Privacy: The Price We Pay for Progress

COMMENTARY | Last spring the fundamental conflict between social media and privacy finally got the best of me. Because of my role as a public high school teacher, I tried to be especially cautious about the information I revealed in my Facebook profile and posts. But I eventually discovered that, as a teacher, participating in social media put too much of my privacy at risk. I only wish I could protect my privacy as easily as a consumer.

I began using social media in a flurry of excitement about its possibilities for improving my interactions with friends, students and other teachers. But I soon realized that the information I carefully selected for posting was just the tip of the iceberg of my identity on Facebook. My friends and family tagged me in pictures and posts and posted to my wall information I would never had revealed, knowing the audience for my profile.
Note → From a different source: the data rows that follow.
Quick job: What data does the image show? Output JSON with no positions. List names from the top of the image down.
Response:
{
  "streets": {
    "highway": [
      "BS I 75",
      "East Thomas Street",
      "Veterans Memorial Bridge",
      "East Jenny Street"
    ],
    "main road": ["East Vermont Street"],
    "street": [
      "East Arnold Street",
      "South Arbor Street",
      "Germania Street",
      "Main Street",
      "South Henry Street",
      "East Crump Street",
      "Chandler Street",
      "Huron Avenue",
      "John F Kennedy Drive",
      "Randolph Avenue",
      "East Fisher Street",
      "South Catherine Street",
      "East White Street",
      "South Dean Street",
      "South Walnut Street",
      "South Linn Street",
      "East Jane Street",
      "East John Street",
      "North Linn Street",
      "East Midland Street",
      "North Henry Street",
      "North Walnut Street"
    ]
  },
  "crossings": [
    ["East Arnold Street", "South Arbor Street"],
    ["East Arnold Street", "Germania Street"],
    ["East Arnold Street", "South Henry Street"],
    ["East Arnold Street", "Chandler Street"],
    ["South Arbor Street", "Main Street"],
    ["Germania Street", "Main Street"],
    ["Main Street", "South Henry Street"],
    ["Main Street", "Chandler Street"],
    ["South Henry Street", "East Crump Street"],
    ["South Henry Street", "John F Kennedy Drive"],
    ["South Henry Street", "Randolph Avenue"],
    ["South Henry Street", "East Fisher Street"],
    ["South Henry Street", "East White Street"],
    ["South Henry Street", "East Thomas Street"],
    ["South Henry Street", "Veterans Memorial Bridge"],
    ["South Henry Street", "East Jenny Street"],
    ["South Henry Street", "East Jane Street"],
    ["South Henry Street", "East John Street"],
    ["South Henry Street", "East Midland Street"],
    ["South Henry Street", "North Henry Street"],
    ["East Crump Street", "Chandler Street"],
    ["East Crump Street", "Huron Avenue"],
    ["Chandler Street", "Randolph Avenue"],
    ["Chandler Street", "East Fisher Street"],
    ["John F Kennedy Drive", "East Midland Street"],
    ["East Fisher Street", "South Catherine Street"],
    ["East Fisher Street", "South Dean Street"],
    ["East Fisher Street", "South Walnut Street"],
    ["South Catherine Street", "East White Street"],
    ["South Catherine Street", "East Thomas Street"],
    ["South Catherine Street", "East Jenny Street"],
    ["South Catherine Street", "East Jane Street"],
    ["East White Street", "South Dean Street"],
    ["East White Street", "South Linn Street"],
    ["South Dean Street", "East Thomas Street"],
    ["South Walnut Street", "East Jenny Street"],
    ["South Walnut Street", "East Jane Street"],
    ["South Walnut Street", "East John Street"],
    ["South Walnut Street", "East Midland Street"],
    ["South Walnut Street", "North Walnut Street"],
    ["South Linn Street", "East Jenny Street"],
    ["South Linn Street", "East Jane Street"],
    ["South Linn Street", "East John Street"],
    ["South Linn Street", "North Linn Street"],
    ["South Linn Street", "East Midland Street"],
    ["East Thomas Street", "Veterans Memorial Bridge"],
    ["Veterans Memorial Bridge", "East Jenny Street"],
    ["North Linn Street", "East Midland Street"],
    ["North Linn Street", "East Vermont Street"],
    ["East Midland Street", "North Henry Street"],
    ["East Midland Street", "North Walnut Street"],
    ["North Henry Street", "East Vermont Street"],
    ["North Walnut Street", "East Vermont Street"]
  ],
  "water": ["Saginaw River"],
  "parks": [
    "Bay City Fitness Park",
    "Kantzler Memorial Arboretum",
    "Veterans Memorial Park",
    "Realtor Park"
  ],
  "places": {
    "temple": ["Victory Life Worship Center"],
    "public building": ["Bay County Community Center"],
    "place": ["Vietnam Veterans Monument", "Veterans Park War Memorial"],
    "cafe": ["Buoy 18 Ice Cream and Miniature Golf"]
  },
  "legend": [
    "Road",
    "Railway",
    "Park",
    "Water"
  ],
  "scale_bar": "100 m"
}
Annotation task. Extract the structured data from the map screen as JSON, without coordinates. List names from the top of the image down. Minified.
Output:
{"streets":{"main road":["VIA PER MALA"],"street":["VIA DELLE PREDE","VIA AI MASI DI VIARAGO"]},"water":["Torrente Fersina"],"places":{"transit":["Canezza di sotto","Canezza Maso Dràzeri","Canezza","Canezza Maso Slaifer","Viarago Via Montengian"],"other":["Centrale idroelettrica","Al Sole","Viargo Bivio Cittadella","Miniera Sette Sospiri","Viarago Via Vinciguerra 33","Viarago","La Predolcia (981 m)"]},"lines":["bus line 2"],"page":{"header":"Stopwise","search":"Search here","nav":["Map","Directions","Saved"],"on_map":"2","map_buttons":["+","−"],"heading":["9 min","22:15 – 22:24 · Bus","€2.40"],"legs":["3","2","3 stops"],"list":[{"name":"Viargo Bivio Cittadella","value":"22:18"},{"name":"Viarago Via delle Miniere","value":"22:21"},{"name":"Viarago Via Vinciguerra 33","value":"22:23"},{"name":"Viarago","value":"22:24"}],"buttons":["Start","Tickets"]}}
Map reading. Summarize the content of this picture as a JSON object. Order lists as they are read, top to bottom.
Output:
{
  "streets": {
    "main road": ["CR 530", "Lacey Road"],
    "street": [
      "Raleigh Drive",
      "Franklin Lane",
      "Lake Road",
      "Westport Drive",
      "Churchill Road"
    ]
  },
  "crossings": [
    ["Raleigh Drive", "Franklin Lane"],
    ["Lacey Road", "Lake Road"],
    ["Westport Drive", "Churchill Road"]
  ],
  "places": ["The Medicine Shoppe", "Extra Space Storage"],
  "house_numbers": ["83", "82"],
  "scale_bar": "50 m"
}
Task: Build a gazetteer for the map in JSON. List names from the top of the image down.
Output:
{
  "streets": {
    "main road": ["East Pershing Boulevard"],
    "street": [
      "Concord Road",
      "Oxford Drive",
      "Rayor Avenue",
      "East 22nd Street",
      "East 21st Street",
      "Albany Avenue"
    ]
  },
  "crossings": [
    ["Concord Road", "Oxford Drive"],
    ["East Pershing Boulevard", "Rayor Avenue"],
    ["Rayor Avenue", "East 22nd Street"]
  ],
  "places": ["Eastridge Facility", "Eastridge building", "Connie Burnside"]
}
Then I learned about the risks of my account being hacked, which might result in deeply embarrassing though false posts. The potential of these relatively minor lapses in privacy to derail my career were too much for me. I quit Facebook.

Quitting all Internet activity simply isn’t reasonable. But by continuing to surf the web from my mobile phone and MacBook, I am feeding the massive industrial machine that devours consumer information. Why should I care that Google or Facebook tracks my activity with a “cookie” and pools that information with similar data from millions of others to form saleable profiles? Why should I care if my search engine collects information on my habits and locations and changes its behavior according to the info it collects?

The answer is that, at every turn, privacy has been the price individuals pay for societal progress. It might seem as an initial matter that what little privacy I sacrifice when using the Internet is worth the connection to tremendous amounts of information and tools for sorting and gleaning value from that information. But just because I can’t foresee exactly how my formerly private information about my interests, viewing habits and location could potentially be manipulated or abused doesn’t mean it won’t happen. The combination of electronic technology and social media has deadened us – or at least me – to the small sacrifices in privacy that use of such products demands.

At least so far, I haven’t suffered any adverse consequences from increasing intrusions upon my privacy. But in my view it’s only a matter of time before the privacy we all so willingly sacrifice today will be lost forever – and possibly not for good.